"""
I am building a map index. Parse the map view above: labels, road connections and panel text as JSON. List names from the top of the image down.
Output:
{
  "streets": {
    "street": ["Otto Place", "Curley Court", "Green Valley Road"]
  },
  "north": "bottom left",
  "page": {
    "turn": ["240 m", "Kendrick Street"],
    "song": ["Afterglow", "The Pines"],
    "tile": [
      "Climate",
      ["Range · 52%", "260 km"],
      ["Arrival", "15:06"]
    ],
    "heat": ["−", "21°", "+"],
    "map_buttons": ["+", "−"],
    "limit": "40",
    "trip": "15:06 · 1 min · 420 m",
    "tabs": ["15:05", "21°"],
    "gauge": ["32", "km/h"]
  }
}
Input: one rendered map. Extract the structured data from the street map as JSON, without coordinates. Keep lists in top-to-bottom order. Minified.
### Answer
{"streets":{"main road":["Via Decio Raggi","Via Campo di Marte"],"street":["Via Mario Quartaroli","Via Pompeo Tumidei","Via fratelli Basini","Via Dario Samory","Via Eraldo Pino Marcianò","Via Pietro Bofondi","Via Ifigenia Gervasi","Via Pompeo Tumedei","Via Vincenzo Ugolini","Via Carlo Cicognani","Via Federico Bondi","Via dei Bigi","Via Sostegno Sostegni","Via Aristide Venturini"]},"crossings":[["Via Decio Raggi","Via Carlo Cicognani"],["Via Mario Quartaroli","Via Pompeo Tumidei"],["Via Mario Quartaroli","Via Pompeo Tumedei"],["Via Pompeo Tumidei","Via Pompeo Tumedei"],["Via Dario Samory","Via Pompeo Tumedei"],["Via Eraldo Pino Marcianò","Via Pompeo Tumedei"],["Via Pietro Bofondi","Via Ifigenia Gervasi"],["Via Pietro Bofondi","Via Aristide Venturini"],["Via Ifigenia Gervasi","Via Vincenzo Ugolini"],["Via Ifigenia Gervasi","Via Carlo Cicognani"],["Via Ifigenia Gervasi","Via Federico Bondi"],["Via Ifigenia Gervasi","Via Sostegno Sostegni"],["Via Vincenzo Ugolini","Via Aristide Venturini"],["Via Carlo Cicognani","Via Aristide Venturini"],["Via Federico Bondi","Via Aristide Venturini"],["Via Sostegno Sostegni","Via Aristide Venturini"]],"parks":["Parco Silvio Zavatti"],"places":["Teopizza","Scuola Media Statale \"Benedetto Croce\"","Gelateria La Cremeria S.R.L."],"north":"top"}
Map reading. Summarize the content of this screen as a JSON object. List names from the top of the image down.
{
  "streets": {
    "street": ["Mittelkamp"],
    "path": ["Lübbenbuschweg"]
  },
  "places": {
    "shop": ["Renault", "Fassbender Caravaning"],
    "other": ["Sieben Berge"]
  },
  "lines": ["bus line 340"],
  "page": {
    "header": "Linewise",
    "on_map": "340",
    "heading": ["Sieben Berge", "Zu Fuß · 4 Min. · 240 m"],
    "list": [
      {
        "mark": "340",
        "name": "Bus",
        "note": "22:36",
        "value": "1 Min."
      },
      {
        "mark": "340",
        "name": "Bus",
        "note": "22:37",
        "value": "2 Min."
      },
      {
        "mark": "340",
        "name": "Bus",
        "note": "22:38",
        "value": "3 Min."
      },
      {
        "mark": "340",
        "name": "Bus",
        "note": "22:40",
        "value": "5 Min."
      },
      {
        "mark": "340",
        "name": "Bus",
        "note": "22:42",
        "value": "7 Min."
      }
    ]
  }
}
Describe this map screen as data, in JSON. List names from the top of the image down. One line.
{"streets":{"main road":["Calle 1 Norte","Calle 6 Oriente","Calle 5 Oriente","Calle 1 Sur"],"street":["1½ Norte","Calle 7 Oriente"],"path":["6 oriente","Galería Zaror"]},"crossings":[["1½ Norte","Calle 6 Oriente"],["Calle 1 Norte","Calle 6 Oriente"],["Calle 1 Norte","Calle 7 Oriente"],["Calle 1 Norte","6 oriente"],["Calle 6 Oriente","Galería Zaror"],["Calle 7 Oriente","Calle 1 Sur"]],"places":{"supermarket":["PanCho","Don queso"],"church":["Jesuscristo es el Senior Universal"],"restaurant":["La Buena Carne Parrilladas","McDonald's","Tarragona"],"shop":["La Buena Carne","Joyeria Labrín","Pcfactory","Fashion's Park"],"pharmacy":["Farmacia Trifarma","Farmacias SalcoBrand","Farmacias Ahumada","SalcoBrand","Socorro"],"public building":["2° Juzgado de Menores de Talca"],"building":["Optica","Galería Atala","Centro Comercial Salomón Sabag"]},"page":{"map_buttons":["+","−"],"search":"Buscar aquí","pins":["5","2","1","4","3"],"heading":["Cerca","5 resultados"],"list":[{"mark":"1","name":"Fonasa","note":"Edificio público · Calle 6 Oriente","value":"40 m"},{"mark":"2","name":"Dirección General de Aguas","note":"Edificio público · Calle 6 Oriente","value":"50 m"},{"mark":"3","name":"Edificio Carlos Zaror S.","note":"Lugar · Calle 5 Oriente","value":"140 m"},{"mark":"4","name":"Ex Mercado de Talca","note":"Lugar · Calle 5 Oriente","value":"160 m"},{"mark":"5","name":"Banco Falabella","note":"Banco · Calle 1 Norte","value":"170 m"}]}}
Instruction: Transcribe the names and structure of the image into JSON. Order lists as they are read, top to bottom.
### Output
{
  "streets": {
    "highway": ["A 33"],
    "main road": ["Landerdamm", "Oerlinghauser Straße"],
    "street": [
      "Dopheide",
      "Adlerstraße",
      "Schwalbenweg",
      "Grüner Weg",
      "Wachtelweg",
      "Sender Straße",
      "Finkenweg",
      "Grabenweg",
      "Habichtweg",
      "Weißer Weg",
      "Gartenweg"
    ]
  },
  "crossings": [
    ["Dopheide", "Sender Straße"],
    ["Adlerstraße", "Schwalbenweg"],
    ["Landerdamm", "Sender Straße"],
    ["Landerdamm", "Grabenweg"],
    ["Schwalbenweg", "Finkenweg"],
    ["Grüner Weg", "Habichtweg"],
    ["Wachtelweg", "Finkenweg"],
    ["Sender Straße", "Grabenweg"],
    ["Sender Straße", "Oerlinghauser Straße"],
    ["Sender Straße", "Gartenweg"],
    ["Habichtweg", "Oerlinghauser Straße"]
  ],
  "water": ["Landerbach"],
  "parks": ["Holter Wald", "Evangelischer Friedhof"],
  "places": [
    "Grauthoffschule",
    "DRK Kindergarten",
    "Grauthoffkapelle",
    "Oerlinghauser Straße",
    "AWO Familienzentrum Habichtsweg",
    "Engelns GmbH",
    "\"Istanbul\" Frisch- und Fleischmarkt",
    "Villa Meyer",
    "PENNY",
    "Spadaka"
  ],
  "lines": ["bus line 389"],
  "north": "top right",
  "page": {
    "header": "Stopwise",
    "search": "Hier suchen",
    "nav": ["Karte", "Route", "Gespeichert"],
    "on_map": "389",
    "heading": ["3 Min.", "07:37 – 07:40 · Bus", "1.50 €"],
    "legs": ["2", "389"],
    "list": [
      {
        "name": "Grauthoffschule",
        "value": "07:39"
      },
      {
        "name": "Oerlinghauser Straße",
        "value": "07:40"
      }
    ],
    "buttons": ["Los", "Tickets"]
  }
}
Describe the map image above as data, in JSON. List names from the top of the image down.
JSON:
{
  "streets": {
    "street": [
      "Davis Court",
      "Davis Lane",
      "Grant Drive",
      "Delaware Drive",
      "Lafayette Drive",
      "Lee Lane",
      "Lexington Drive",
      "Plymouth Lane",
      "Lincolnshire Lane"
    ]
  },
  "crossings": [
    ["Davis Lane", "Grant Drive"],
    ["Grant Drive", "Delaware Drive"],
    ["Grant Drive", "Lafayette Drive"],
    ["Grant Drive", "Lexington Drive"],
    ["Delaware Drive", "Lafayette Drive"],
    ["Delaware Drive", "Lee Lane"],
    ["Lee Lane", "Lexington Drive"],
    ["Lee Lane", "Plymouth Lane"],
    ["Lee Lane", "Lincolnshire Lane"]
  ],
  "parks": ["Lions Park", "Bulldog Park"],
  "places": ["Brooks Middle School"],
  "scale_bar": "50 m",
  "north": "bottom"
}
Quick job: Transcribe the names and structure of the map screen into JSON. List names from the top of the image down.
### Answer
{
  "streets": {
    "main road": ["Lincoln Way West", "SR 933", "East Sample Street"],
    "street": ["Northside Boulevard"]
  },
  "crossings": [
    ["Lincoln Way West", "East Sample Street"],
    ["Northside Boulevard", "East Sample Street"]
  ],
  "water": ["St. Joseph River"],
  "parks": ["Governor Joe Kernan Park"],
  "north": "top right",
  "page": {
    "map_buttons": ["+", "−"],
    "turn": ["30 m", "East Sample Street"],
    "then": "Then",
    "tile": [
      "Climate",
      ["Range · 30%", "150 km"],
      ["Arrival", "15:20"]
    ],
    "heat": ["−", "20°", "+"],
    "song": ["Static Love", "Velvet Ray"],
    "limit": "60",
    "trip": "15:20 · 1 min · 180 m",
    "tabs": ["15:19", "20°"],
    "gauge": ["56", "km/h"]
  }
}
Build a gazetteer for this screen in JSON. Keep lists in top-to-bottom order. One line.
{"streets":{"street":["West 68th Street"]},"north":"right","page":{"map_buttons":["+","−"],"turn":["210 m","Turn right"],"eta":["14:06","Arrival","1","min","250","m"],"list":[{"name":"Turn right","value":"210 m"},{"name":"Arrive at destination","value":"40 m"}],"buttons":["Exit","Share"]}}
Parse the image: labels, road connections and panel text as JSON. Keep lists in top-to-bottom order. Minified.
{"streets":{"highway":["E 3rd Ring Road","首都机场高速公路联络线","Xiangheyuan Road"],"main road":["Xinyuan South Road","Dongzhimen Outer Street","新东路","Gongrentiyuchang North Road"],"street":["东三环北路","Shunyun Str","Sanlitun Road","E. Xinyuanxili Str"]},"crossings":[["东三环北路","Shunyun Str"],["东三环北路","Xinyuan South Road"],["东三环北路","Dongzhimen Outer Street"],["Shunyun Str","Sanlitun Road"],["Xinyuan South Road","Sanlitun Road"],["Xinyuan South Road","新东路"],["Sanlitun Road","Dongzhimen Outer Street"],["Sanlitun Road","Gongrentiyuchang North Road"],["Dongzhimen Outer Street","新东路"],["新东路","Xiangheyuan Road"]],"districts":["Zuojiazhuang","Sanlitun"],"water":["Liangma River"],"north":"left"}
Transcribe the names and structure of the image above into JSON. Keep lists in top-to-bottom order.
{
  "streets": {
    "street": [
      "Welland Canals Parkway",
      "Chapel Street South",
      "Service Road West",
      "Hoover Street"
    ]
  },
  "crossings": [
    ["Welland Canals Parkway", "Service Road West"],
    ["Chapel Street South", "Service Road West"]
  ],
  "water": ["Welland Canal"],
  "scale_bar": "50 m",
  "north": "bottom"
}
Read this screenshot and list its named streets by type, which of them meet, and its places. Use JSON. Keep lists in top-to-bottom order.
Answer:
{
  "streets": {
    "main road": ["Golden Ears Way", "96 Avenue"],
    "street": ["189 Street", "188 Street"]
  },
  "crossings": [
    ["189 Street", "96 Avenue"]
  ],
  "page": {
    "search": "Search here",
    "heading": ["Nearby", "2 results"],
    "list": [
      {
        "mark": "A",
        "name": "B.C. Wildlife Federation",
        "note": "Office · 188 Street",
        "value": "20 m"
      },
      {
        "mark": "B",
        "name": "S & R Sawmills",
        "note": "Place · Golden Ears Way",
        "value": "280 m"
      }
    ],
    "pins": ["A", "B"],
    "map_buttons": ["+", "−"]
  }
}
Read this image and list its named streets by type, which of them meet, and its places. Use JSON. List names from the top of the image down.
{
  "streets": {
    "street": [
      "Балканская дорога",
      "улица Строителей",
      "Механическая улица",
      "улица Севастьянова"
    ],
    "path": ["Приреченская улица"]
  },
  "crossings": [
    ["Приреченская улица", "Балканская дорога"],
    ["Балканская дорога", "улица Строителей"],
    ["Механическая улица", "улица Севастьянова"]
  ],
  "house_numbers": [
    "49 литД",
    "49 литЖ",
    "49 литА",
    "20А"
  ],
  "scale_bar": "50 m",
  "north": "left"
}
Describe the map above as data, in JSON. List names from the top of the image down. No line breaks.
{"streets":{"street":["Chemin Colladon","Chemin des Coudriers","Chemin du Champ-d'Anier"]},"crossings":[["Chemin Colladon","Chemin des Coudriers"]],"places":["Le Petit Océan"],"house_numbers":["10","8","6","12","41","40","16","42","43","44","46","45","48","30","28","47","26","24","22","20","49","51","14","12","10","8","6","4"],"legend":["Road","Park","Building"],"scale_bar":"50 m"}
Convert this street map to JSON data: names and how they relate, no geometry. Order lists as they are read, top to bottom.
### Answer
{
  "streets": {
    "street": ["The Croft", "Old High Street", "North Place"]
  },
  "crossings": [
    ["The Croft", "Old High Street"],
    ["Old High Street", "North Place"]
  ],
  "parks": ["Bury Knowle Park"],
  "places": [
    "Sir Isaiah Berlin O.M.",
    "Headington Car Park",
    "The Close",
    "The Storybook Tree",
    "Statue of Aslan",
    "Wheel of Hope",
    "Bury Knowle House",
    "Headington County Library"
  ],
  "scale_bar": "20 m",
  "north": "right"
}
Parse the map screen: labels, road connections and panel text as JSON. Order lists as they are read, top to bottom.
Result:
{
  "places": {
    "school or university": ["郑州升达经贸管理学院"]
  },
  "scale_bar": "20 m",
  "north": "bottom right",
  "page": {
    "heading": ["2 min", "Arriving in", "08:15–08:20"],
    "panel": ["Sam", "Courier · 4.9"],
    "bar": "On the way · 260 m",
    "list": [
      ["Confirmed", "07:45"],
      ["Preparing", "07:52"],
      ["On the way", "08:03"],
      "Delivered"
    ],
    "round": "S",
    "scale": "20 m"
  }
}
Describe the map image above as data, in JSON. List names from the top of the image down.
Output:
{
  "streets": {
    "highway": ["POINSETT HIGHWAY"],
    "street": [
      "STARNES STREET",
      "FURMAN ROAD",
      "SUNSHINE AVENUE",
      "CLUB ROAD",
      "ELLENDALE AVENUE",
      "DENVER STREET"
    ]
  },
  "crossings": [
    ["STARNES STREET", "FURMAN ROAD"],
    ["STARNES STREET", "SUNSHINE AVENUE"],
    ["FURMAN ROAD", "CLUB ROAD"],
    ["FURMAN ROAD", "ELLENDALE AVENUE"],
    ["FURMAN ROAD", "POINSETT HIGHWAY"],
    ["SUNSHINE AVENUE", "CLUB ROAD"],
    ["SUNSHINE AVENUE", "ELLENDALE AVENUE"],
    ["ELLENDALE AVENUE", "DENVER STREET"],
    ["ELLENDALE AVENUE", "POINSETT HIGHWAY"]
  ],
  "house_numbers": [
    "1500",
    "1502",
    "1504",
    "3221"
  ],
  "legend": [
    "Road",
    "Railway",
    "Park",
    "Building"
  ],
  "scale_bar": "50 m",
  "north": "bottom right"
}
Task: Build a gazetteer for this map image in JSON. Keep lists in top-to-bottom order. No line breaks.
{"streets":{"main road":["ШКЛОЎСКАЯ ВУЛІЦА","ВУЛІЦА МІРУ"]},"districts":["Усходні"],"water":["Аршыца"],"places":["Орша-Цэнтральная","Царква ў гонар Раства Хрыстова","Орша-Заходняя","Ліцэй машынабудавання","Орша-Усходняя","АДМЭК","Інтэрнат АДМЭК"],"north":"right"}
"""
What to do:
Reproduce, exactly and without additions, the run of lines from the start of the listing above to the line bearing "Input: one rendered", inclusive.

Task answer:
I am building a map index. Parse the map view above: labels, road connections and panel text as JSON. List names from the top of the image down.
Output:
{
  "streets": {
    "street": ["Otto Place", "Curley Court", "Green Valley Road"]
  },
  "north": "bottom left",
  "page": {
    "turn": ["240 m", "Kendrick Street"],
    "song": ["Afterglow", "The Pines"],
    "tile": [
      "Climate",
      ["Range · 52%", "260 km"],
      ["Arrival", "15:06"]
    ],
    "heat": ["−", "21°", "+"],
    "map_buttons": ["+", "−"],
    "limit": "40",
    "trip": "15:06 · 1 min · 420 m",
    "tabs": ["15:05", "21°"],
    "gauge": ["32", "km/h"]
  }
}
Input: one rendered map. Extract the structured data from the street map as JSON, without coordinates. Keep lists in top-to-bottom order. Minified.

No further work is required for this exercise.